About this task | Transcribe the data verbatim and drop its images.

Available data |
....................

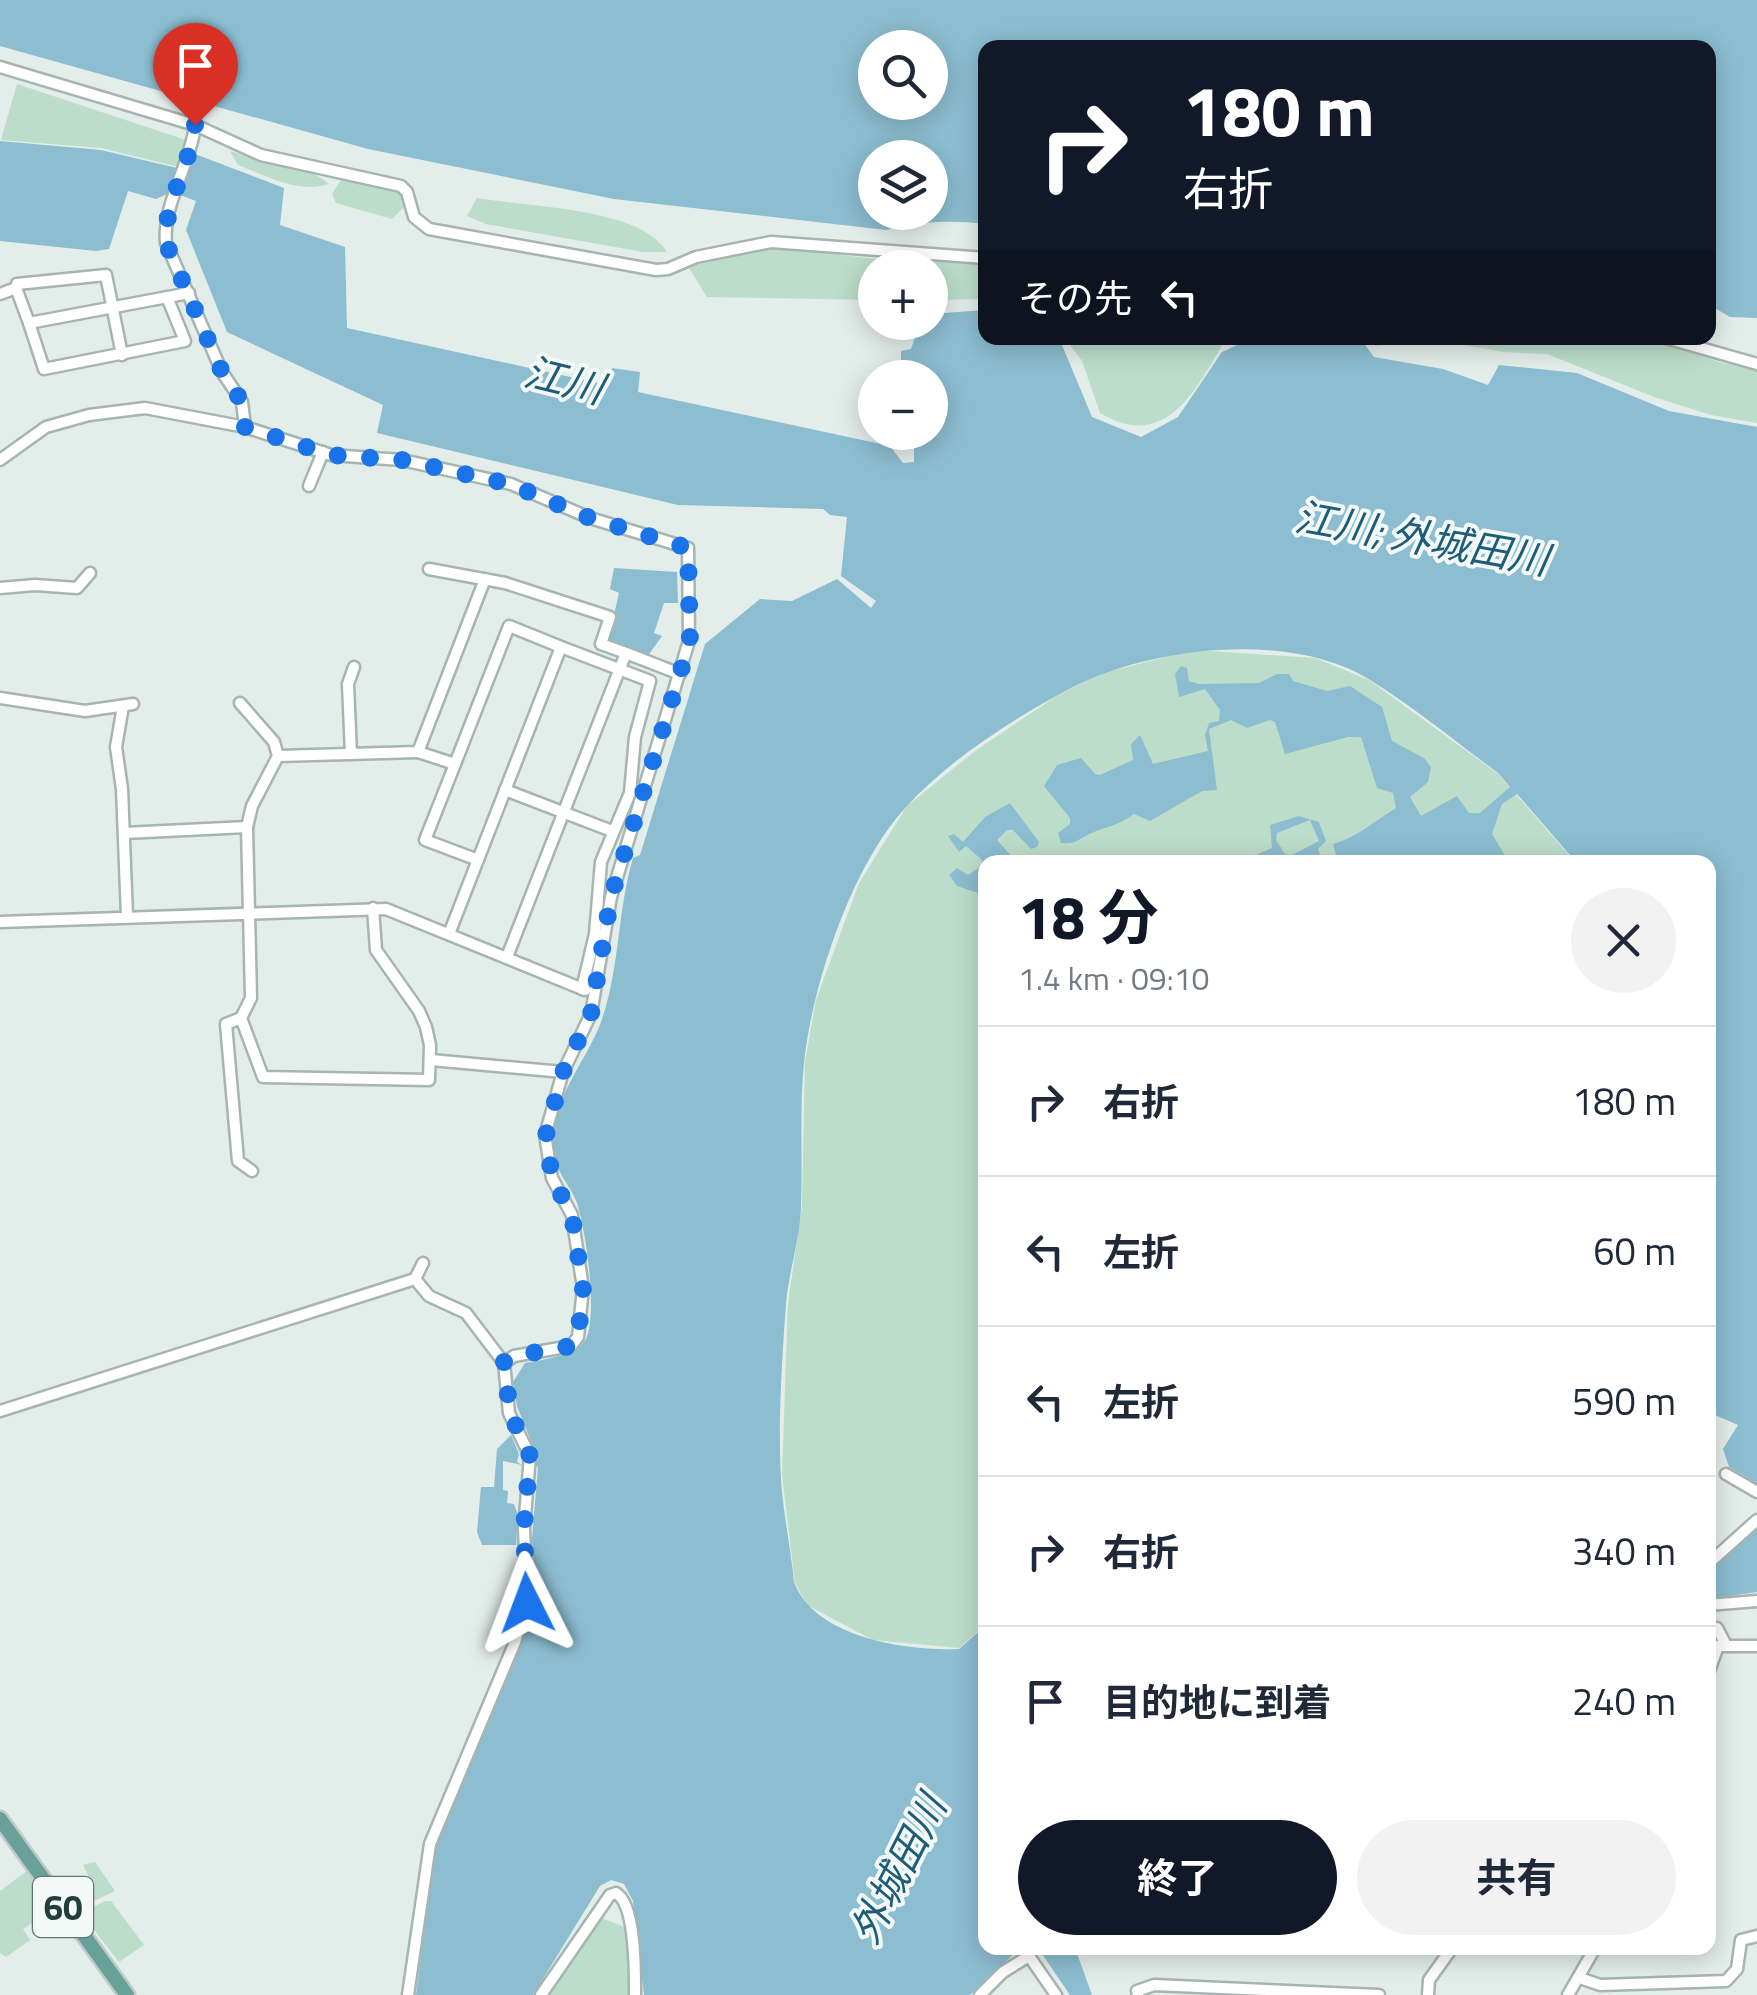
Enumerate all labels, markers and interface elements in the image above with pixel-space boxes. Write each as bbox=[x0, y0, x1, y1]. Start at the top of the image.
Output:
pin bbox=[153, 23, 238, 126]
map controls bbox=[858, 30, 948, 450]
button: search bbox=[858, 30, 948, 120]
icon: arrive bbox=[168, 38, 223, 93]
text: 180 m bbox=[1183, 57, 1375, 163]
icon: right bbox=[1018, 80, 1148, 210]
button: layers bbox=[858, 140, 948, 230]
text: 右折 bbox=[1183, 154, 1273, 222]
button: + bbox=[858, 250, 948, 340]
text: その先 bbox=[1018, 269, 1132, 327]
icon: left bbox=[1152, 270, 1207, 325]
water label: 江川 bbox=[518, 341, 614, 420]
button: − bbox=[858, 360, 948, 450]
water label: 江川; 外城田川 bbox=[1290, 486, 1558, 591]
text: 18 分 bbox=[1018, 871, 1158, 962]
button: close bbox=[1571, 888, 1676, 993]
text: 1.4 km · 09:10 bbox=[1018, 954, 1210, 1002]
text: 180 m bbox=[1572, 1072, 1676, 1130]
text: 右折 bbox=[1103, 1073, 1179, 1131]
icon: right bbox=[1018, 1074, 1073, 1129]
text: 60 m bbox=[1593, 1222, 1676, 1280]
text: 左折 bbox=[1103, 1223, 1179, 1281]
icon: left bbox=[1018, 1224, 1073, 1279]
text: 590 m bbox=[1572, 1372, 1676, 1430]
text: 左折 bbox=[1103, 1373, 1179, 1431]
icon: left bbox=[1018, 1374, 1073, 1429]
text: 340 m bbox=[1572, 1522, 1676, 1580]
text: 右折 bbox=[1103, 1523, 1179, 1581]
icon: right bbox=[1018, 1524, 1073, 1579]
position arrow bbox=[475, 1551, 579, 1655]
text: 240 m bbox=[1572, 1672, 1676, 1730]
text: 目的地に到着 bbox=[1103, 1673, 1331, 1731]
icon: arrive bbox=[1018, 1674, 1073, 1729]
water label: 外城田川 bbox=[835, 1780, 963, 1954]
button: 終了 bbox=[1018, 1820, 1337, 1935]
button: 共有 bbox=[1357, 1820, 1676, 1935]
road number: 60 bbox=[33, 1877, 93, 1937]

....................

Answer |
Enumerate all labels, markers and interface elements in the image above with pixel-space boxes. Write each as bbox=[x0, y0, x1, y1]. Start at the top of the image.
Output:
pin bbox=[153, 23, 238, 126]
map controls bbox=[858, 30, 948, 450]
button: search bbox=[858, 30, 948, 120]
icon: arrive bbox=[168, 38, 223, 93]
text: 180 m bbox=[1183, 57, 1375, 163]
icon: right bbox=[1018, 80, 1148, 210]
button: layers bbox=[858, 140, 948, 230]
text: 右折 bbox=[1183, 154, 1273, 222]
button: + bbox=[858, 250, 948, 340]
text: その先 bbox=[1018, 269, 1132, 327]
icon: left bbox=[1152, 270, 1207, 325]
water label: 江川 bbox=[518, 341, 614, 420]
button: − bbox=[858, 360, 948, 450]
water label: 江川; 外城田川 bbox=[1290, 486, 1558, 591]
text: 18 分 bbox=[1018, 871, 1158, 962]
button: close bbox=[1571, 888, 1676, 993]
text: 1.4 km · 09:10 bbox=[1018, 954, 1210, 1002]
text: 180 m bbox=[1572, 1072, 1676, 1130]
text: 右折 bbox=[1103, 1073, 1179, 1131]
icon: right bbox=[1018, 1074, 1073, 1129]
text: 60 m bbox=[1593, 1222, 1676, 1280]
text: 左折 bbox=[1103, 1223, 1179, 1281]
icon: left bbox=[1018, 1224, 1073, 1279]
text: 590 m bbox=[1572, 1372, 1676, 1430]
text: 左折 bbox=[1103, 1373, 1179, 1431]
icon: left bbox=[1018, 1374, 1073, 1429]
text: 340 m bbox=[1572, 1522, 1676, 1580]
text: 右折 bbox=[1103, 1523, 1179, 1581]
icon: right bbox=[1018, 1524, 1073, 1579]
position arrow bbox=[475, 1551, 579, 1655]
text: 240 m bbox=[1572, 1672, 1676, 1730]
text: 目的地に到着 bbox=[1103, 1673, 1331, 1731]
icon: arrive bbox=[1018, 1674, 1073, 1729]
water label: 外城田川 bbox=[835, 1780, 963, 1954]
button: 終了 bbox=[1018, 1820, 1337, 1935]
button: 共有 bbox=[1357, 1820, 1676, 1935]
road number: 60 bbox=[33, 1877, 93, 1937]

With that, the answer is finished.